Logo Questions Linux Laravel Mysql Ubuntu Git Menu
 

Creating an R dataframe row-by-row

Tags:

list

dataframe

r

You can grow them row by row by appending or using rbind().

That does not mean you should. Dynamically growing structures is one of the least efficient ways to code in R.

If you can, allocate your entire data.frame up front:

N <- 1e4  # total number of rows to preallocate--possibly an overestimate

DF <- data.frame(num=rep(NA, N), txt=rep("", N),  # as many cols as you need
                 stringsAsFactors=FALSE)          # you don't know levels yet

and then during your operations insert row at a time

DF[i, ] <- list(1.4, "foo")

That should work for arbitrary data.frame and be much more efficient. If you overshot N you can always shrink empty rows out at the end.


One can add rows to NULL:

df<-NULL;
while(...){
  #Some code that generates new row
  rbind(df,row)->df
}

for instance

df<-NULL
for(e in 1:10) rbind(df,data.frame(x=e,square=e^2,even=factor(e%%2==0)))->df
print(df)

This is a silly example of how to use do.call(rbind,) on the output of Map() [which is similar to lapply()]

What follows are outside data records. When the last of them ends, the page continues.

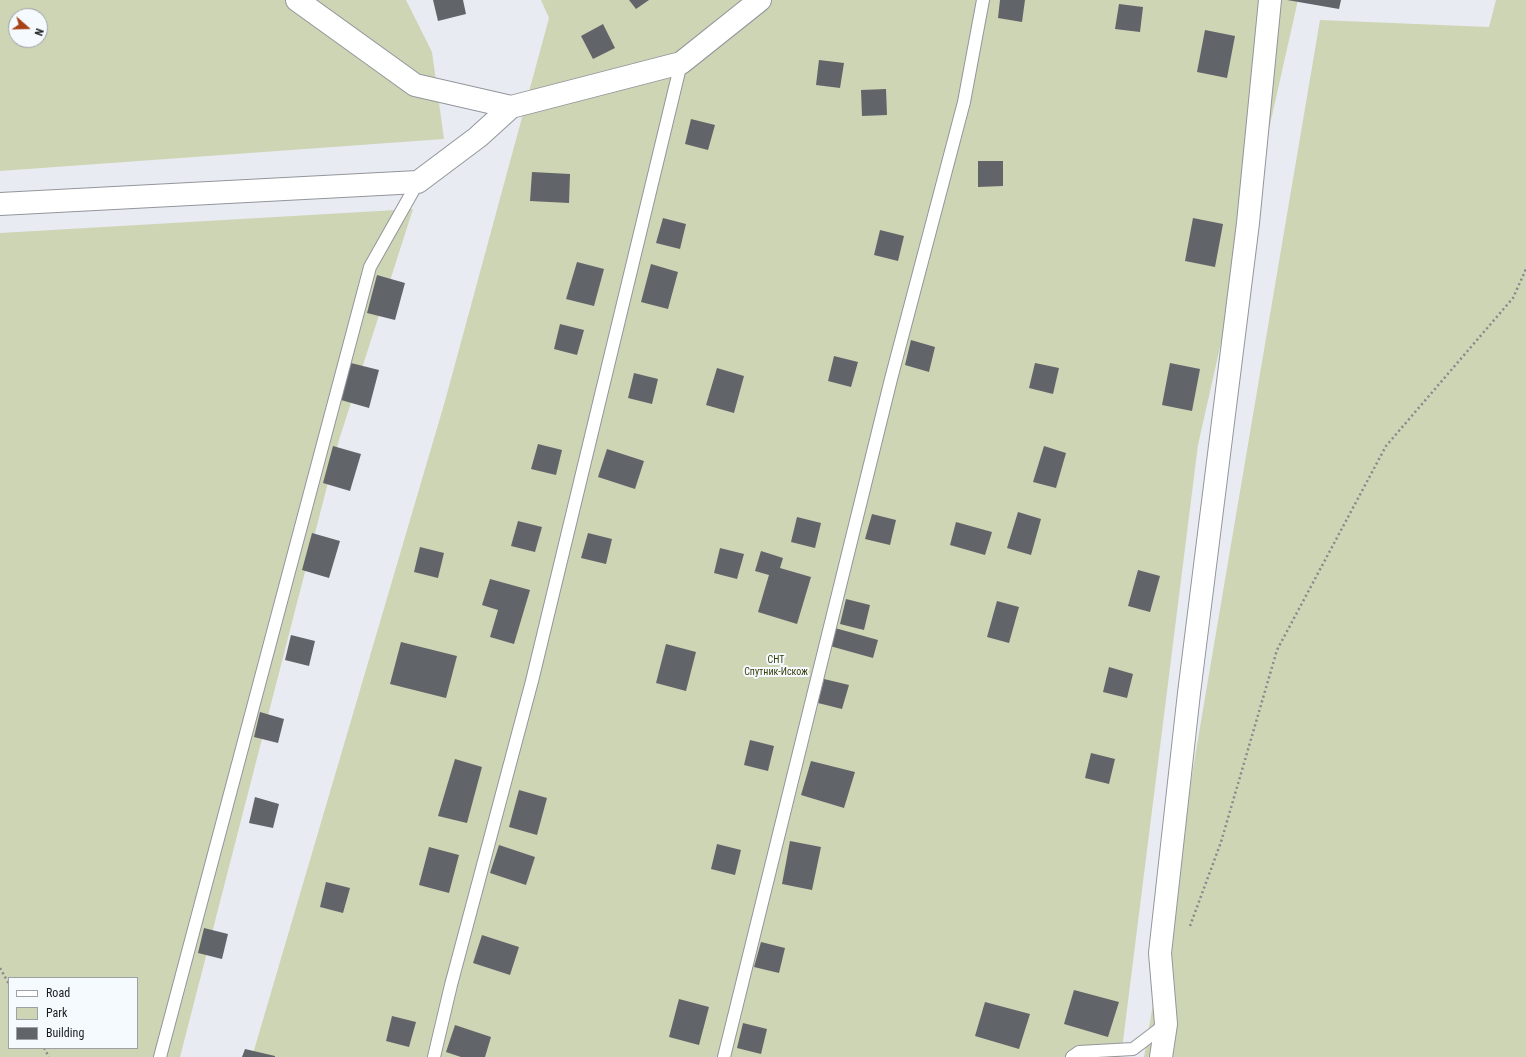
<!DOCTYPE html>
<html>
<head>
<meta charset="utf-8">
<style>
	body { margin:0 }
	#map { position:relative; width:1526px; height:1057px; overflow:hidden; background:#e8ecf2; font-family:"Roboto Condensed",sans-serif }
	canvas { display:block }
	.legend { position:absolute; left:8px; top:977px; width:130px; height:72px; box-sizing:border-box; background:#f5faff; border:1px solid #9da1a5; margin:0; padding:5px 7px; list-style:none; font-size:12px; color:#191b1d }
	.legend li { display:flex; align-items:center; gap:8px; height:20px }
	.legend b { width:20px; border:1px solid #9da1a5 }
	.north { position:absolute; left:8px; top:8px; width:40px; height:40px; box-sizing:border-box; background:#f5faff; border:1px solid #9da1a5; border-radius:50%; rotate:110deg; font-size:11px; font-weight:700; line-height:16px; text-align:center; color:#191b1d }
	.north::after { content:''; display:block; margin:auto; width:14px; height:18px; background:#a74216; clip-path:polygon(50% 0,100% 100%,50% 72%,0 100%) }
</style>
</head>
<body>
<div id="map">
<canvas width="1526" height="1057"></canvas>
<ul class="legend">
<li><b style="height:5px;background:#fff"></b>Road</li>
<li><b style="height:11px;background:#ced5b5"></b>Park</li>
<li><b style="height:11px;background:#61656a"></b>Building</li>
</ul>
<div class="north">N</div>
</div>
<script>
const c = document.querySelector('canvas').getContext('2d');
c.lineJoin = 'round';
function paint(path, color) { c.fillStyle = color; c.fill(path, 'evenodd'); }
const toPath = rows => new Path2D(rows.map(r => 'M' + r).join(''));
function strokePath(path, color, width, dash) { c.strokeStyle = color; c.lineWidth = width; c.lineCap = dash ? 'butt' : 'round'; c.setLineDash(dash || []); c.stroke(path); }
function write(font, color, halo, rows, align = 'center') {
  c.font = font + ' "Roboto Condensed",sans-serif'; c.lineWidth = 4; c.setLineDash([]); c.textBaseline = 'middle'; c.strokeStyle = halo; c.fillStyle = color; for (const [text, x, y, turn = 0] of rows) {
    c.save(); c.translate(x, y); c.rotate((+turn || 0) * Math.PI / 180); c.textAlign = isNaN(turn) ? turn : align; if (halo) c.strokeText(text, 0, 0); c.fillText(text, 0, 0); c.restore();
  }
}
paint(toPath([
	[0,0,406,0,432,52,444,139,0,171],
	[16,16,40,16,40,40,16,40],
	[541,0,1298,0,1198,445,1121,1057,252,1057,445,401,549,18],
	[1496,0,1526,0,1526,1057,1144,1057,1320,20,1489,27],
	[413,209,339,440,180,1057,0,1057,0,233],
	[9,978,137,978,137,1048,9,1048]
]), '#ced5b5');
paint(toPath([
	[433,0,463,0,466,14,438,21],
	[629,0,649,0,636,9],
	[1000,0,1025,0,1022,22,998,18],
	[1287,0,1341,0,1339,9],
	[1119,4,1143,7,1140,32,1115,29],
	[603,24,615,48,593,59,581,36],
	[1205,30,1235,36,1227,78,1197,72],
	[819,60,844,63,840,88,816,85],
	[886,89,887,115,862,116,861,90],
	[691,119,715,125,708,150,685,144],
	[978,161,1003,161,1003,186,978,187],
	[532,172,570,174,569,203,530,201],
	[663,218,686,224,680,249,656,243],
	[1193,218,1223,224,1215,267,1185,261],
	[880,230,904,236,898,261,874,255],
	[577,262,604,269,594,306,566,299],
	[651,264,678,272,668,309,641,302],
	[377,275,405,283,395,320,367,313],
	[560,324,584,330,577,355,554,349],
	[911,340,935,347,929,372,905,365],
	[834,356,858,362,851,387,828,381],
	[351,363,379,370,369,408,341,400],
	[1035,363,1059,368,1053,394,1029,388],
	[1170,363,1200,369,1192,411,1162,405],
	[717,368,744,376,734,413,706,405],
	[634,373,658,379,652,404,628,398],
	[538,444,562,450,556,475,531,469],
	[333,446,361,454,350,491,323,483],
	[1044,446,1066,453,1056,488,1033,482],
	[607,449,644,461,635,489,598,477],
	[1018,512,1041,519,1031,555,1007,548],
	[872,514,896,520,890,545,865,539],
	[797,517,821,523,815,548,791,542],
	[518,521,542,527,535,552,511,546],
	[956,522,992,532,985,555,950,545],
	[312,533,340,541,329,578,302,570],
	[588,533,612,539,606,564,581,558],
	[420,547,444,553,438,578,414,572],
	[720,548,744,554,737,579,714,573],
	[761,551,783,558,780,568,811,577,797,624,758,612,769,575,755,571],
	[1138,570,1160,576,1150,612,1128,606],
	[490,579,530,590,514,644,490,637,498,610,482,605],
	[846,599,870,605,864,630,840,624],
	[997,601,1019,607,1009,643,987,637],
	[835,628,878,640,873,658,830,646],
	[291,635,315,641,309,666,285,660],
	[401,642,457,656,446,698,390,684],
	[666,644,696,652,686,691,656,683],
	[1109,667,1133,674,1127,698,1103,692],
	[824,679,849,685,842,709,818,703],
	[260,712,284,719,278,743,254,737],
	[750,740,774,746,768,771,744,765],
	[1091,753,1115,759,1109,784,1085,778],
	[455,759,482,767,467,823,438,816],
	[811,761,855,772,844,808,801,795],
	[519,790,547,798,537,835,509,827],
	[255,797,279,804,273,828,249,823],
	[790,841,821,847,812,890,782,884],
	[717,844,741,850,735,875,711,869],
	[499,845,535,857,526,885,490,873],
	[429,847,459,855,449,893,419,885],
	[326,882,350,888,343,913,320,907],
	[204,928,228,934,222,959,198,953],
	[482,935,519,947,510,975,473,963],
	[761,942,785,948,779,973,754,967],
	[1074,990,1119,1002,1108,1037,1064,1024],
	[679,999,709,1007,699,1045,669,1037],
	[985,1002,1030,1014,1019,1049,975,1036],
	[392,1016,416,1022,409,1047,386,1041],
	[743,1023,767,1029,761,1054,737,1048],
	[455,1025,491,1037,485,1057,461,1057,446,1052],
	[245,1049,275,1056,275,1057,242,1057]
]), '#61656a');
const lane = toPath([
	[160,1057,370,267,418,182],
	[434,1057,451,985,532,681,681,63],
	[724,1057,891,379,964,102,983,0],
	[1072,1057,1079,1052,1133,1049,1166,1024]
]);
const street = toPath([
	[297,0,415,85,511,107],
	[0,204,418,182,478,137,511,107,681,63,760,0],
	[1161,1057,1166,1024,1160,953,1189,693,1248,223,1270,0]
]);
strokePath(lane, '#92969b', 14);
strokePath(street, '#92969b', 24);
strokePath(toPath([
	[1190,926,1221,842,1277,650,1386,446,1513,298,1526,269],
	[0,968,9,984],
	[44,1048,49,1057]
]), '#85888c', 2.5, [2, 3]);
strokePath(lane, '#fff', 12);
strokePath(street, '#fff', 22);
write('10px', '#373f07', '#f5faff', [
	["СНТ",776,660],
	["Спутник-Искож",776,672]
]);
</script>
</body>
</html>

> DF <- do.call(rbind,Map(function(x) data.frame(a=x,b=x+1),x=1:3))
> DF
  x y
1 1 2
2 2 3
3 3 4
> class(DF)
[1] "data.frame"

I use this construct quite often.


The reason I like Rcpp so much is that I don't always get how R Core thinks, and with Rcpp, more often than not, I don't have to.

Speaking philosophically, you're in a state of sin with regards to the functional paradigm, which tries to ensure that every value appears independent of every other value; changing one value should never cause a visible change in another value, the way you get with pointers sharing representation in C.

The problems arise when functional programming signals the small craft to move out of the way, and the small craft replies "I'm a lighthouse". Making a long series of small changes to a large object which you want to process on in the meantime puts you square into lighthouse territory.

In the C++ STL, push_back() is a way of life. It doesn't try to be functional, but it does try to accommodate common programming idioms efficiently.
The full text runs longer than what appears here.